| EXERCISE DIRECTIONS |
From the data below, copy exactly the lines that lie between the one holding "M526 255 575 282" and the one holding "M366 807 650", including both, and nothing more.

| INPUT MATERIAL |
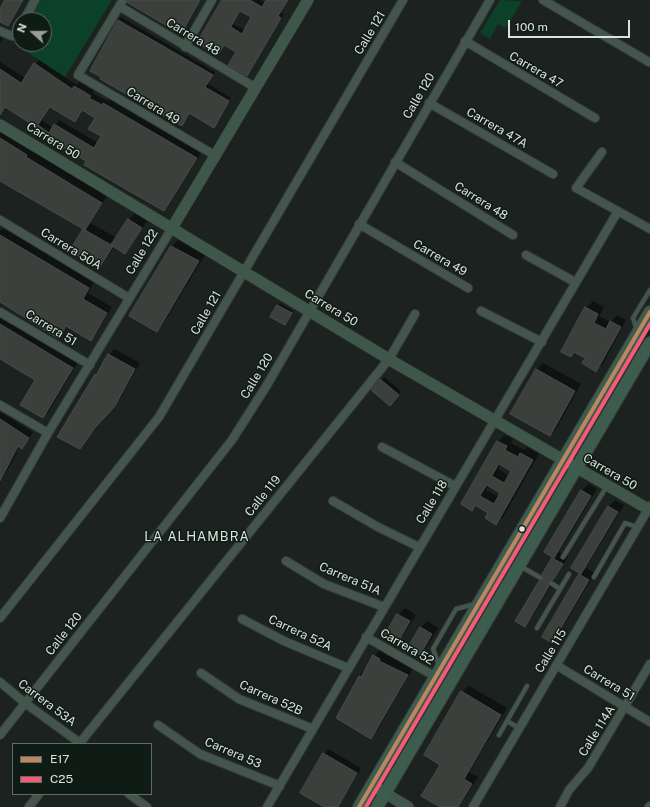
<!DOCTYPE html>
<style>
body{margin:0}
#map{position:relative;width:650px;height:807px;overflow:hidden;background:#1c221f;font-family:"Public Sans",sans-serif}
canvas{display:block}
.legend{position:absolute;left:12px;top:743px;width:140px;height:52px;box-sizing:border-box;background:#0f1c15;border:1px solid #606c65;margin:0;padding:5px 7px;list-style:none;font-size:12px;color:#dae3dd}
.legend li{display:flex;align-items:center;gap:8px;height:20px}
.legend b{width:20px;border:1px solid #606c65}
.north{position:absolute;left:12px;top:12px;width:40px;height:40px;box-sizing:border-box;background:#0f1c15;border:1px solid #606c65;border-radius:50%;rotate:291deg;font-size:11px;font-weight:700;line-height:16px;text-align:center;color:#dae3dd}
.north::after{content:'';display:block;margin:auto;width:14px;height:18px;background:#989f9a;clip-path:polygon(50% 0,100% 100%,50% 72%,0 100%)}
.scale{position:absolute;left:508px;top:20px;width:122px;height:18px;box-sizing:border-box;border:2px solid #dae3dd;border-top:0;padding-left:5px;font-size:12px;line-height:14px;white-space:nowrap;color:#dae3dd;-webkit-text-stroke:3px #0f1c15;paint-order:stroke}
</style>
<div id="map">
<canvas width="650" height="807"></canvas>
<ul class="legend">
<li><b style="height:5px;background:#bb8660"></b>E17</li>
<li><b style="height:5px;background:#f75a77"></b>C25</li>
</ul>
<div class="north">N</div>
<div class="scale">100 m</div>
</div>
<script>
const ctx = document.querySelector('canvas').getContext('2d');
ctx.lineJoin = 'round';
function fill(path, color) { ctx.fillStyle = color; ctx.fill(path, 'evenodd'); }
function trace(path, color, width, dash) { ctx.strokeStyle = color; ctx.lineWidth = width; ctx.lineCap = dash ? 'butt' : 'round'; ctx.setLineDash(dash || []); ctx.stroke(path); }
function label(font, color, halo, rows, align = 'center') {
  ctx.font = font + ' "Public Sans",sans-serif'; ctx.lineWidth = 3; ctx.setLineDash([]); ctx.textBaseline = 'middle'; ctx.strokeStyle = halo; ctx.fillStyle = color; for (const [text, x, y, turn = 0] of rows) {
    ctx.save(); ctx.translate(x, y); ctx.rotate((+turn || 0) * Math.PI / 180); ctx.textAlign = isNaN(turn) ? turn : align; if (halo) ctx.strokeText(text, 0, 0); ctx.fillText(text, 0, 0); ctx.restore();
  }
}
fill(new Path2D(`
 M41 0H112L65 77 15 44 20 36V44H44V20H29Z
 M500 0 522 1 506 28 498 24 490 39 480 33Z`), '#0b4129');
fill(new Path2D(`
 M6 0H23L8 25 0 21V12Z
 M223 0H259L265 3 267 0H288L281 13 284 14 250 71 237 51 225 44 218 54ZM241 10 252 17 245 30 233 24Z
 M121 17 215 72 208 84 231 98 214 127 190 113 181 125 118 20Z
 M0 35 3 37 1 42 0 41Z
 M39 60 77 85 79 82 94 91 93 93 107 101 109 99 201 153 164 210 6 107 2 110 0 109V62L25 78ZM51 106 75 121 83 110 96 117 102 135 98 143 59 120 53 128 42 120Z
 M0 128 32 150 107 196 90 223 117 238 128 220 135 213 147 221 131 246 125 253 115 246 99 267 71 251 84 228 0 180Z
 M3 228 94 282 88 293 112 307 96 334 91 340 68 326 59 338 0 301V231Z
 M178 240 205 255 163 324 157 331 130 316 172 246Z
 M593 301 604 307 599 316 611 322 617 315 626 320 603 364 596 370 586 357 575 351 571 356 562 352 586 308Z
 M280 303 293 311 287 322 272 316Z
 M0 317 78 362 49 411 43 417 36 379 0 358Z
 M114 349 140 363 120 399 80 448 96 375Z
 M543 363 581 384 556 429 550 435 536 370Z
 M384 377 401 391 393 402 381 380Z
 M0 412 33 432 22 448 19 446 16 452 17 453 0 483Z
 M505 435 513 439 511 443 524 450 527 447 539 454 503 517 496 524 490 513 476 505 472 509 462 504 498 441ZM501 464 512 471 509 476 498 469ZM489 485 502 492 499 497 486 490Z
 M589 484 597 489 559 552 568 557 555 577V579L531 619 525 625 540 581 544 577 555 557 545 552 582 490Z
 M615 500 624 505 586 568 595 573 558 635 551 641 581 573 572 568 609 506Z
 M405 608 416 615 404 634 398 641 387 634 398 615Z
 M427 621 438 628 427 647 420 653 421 628Z
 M380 649 386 652 385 654 413 668 377 731 371 737 360 676Z
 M469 686 507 708 469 772 478 777 459 807H442L441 765 462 692Z
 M328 749 361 768 338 807H326L301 792Z`), '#0007');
const building = new Path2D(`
 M5 0H23L8 26 0 22V9Z
 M128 0H200L181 34 128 3Z
 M222 0H250L262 7 266 0H288L278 16 281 18 247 76 228 65 236 52 224 45 218 55 197 43ZM240 11 251 17 242 34 231 27Z
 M118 20 213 75 205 87 229 101 214 128 189 113 182 126 100 79 101 77 90 71Z
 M34 63 72 89 74 86 91 96 89 98 102 105 103 103 197 158 164 211 84 165 86 161 39 134 37 136 32 133 36 127 5 107 0 115V69L21 83ZM50 107 75 122 82 110 95 118 88 129 101 136 94 148 54 124 49 133 38 125Z
 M0 138 27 155 26 157 102 203 85 230 0 181Z
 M128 219 142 228 125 254 111 245Z
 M83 229 113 246 99 268 70 251Z
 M0 235 89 288 83 299 107 313 91 341 66 326 59 339 0 302Z
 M171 246 199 261 157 332 129 316Z
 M277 305 292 313 285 325 270 317Z
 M585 307 598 314 594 323 606 329 610 321 621 327 596 372 582 363 585 358 574 352 571 357 561 352Z
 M0 324 73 368 43 418 20 405 35 380 0 359Z
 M108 354 135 369 115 406 95 428 80 449 57 437 95 374 96 375Z
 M536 369 575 391 550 436 510 414Z
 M380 379 399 395 390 406 371 390Z
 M0 419 29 438 22 449 18 446 0 481Z
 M497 441 507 446 505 450 518 457 520 453 533 460 496 525 485 518 488 513 475 505 472 511 461 504ZM499 464 511 471 504 483 492 476ZM487 485 500 493 494 504 480 496Z
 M581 490 591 496 554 558 544 552Z
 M608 506 618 512 581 574 571 568Z
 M552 558 563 564 553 580 548 581 549 586 525 627 515 621 539 581 544 580 542 575Z
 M579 574 589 580 552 643 542 637Z
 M397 614 410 621 398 642 385 635Z
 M420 627 432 634 420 655 408 648Z
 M373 655 380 659 379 661 408 675 371 739 336 718 359 676 361 677Z
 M461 691 501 715 464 779 472 784 458 807H440L421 796 440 765 424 755Z
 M323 753 357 773 338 807H324L300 793Z`);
fill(building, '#3b403d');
trace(building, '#474d4a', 1);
const lane = new Path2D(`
 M637 330 633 318 650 290
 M563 557 607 486
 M520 566 541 578
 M594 577 625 523 637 527
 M551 583 560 589
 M537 628 569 574
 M439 665 433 649 456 609 475 604
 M507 721 519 728
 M499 735 527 686`);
const street = new Path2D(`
 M123 0 78 75 216 156
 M543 0 649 62
 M119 6 256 88
 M24 20 35 0
 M0 31 12 36 16 34 20 27
 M465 41 595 118
 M185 47 212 0
 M429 103 553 174
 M602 152 576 188 650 229
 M395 162 513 235
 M0 220 129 298
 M359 224 468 288
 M526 255 575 282
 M481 311 542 342
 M0 312 90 365
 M0 405 48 433
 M382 447 455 486
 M333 501 378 527 419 547
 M0 518 48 433 172 228
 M286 561 324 584 384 607
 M0 618 159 417 403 0
 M242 619 284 641 348 668
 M366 637 436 677
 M556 665 650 722
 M201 673 239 699 313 729
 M0 682 25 703 80 743
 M158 725 200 754 280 786
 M0 735 232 440 267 385 490 0
 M79 744 389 359 415 314
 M129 794 147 807
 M29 807 39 794
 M267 807 618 211
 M473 807 650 506
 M560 807 569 790 588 768 650 664
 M649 807 650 806`);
const secondary = new Path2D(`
 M0 125 397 364 650 510
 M172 228 308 0
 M372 785 408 807`);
const primary = new Path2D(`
 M359 807 650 312
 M377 807 650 343`);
trace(lane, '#373c3a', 5.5);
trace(street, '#373c3a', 10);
trace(secondary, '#373c3a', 12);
trace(primary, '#373c3a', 14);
trace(lane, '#44554d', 4);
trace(street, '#44554d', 8);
trace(secondary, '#3f574b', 11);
trace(primary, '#3c5c4e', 12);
trace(new Path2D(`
 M359 807 650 312`), '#bb8660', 4);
trace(new Path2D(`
 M366 807 650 324`), '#f75a77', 4);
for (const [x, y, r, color] of [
 [522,529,3.5,"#dae3dd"]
]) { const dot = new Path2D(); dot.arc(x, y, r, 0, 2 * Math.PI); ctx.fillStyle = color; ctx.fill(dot); trace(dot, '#0f1c15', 1.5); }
label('12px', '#dae3dd', '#0f1c15', [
 ["Calle 121",370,33,-59],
 ["Carrera 48",193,37,31],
 ["Carrera 47",536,70,30],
 ["Calle 120",419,96,-60],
 ["Carrera 49",153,106,31],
 ["Carrera 47A",497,128,30],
 ["Carrera 50",53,141,31],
 ["Carrera 48",481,201,32],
 ["Carrera 50A",71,249,31],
 ["Calle 122",142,252,-59],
 ["Carrera 49",440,258,30],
 ["Carrera 50",331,308,31],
 ["Calle 121",206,313,-60],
 ["Carrera 51",51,328,31],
 ["Calle 120",257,376,-59],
 ["Carrera 50",610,472,30],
 ["Calle 119",263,496,-51],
 ["Calle 118",432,502,-59],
 ["Carrera 51A",350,579,23],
 ["Carrera 52A",300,633,25],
 ["Calle 120",64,634,-52],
 ["Carrera 52",407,647,30],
 ["Calle 115",551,651,-59],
 ["Carrera 51",609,683,31],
 ["Carrera 52B",271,698,24],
 ["Carrera 53A",47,703,37],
 ["Calle 114A",597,731,-58],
 ["Carrera 53",233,753,23]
]);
ctx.letterSpacing = '1px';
label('13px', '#dae3dd', '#0f1c15', [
 ["LA ALHAMBRA",197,537]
]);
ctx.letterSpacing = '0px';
</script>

| THE ANSWER |
 M526 255 575 282
 M481 311 542 342
 M0 312 90 365
 M0 405 48 433
 M382 447 455 486
 M333 501 378 527 419 547
 M0 518 48 433 172 228
 M286 561 324 584 384 607
 M0 618 159 417 403 0
 M242 619 284 641 348 668
 M366 637 436 677
 M556 665 650 722
 M201 673 239 699 313 729
 M0 682 25 703 80 743
 M158 725 200 754 280 786
 M0 735 232 440 267 385 490 0
 M79 744 389 359 415 314
 M129 794 147 807
 M29 807 39 794
 M267 807 618 211
 M473 807 650 506
 M560 807 569 790 588 768 650 664
 M649 807 650 806`);
const secondary = new Path2D(`
 M0 125 397 364 650 510
 M172 228 308 0
 M372 785 408 807`);
const primary = new Path2D(`
 M359 807 650 312
 M377 807 650 343`);
trace(lane, '#373c3a', 5.5);
trace(street, '#373c3a', 10);
trace(secondary, '#373c3a', 12);
trace(primary, '#373c3a', 14);
trace(lane, '#44554d', 4);
trace(street, '#44554d', 8);
trace(secondary, '#3f574b', 11);
trace(primary, '#3c5c4e', 12);
trace(new Path2D(`
 M359 807 650 312`), '#bb8660', 4);
trace(new Path2D(`
 M366 807 650 324`), '#f75a77', 4);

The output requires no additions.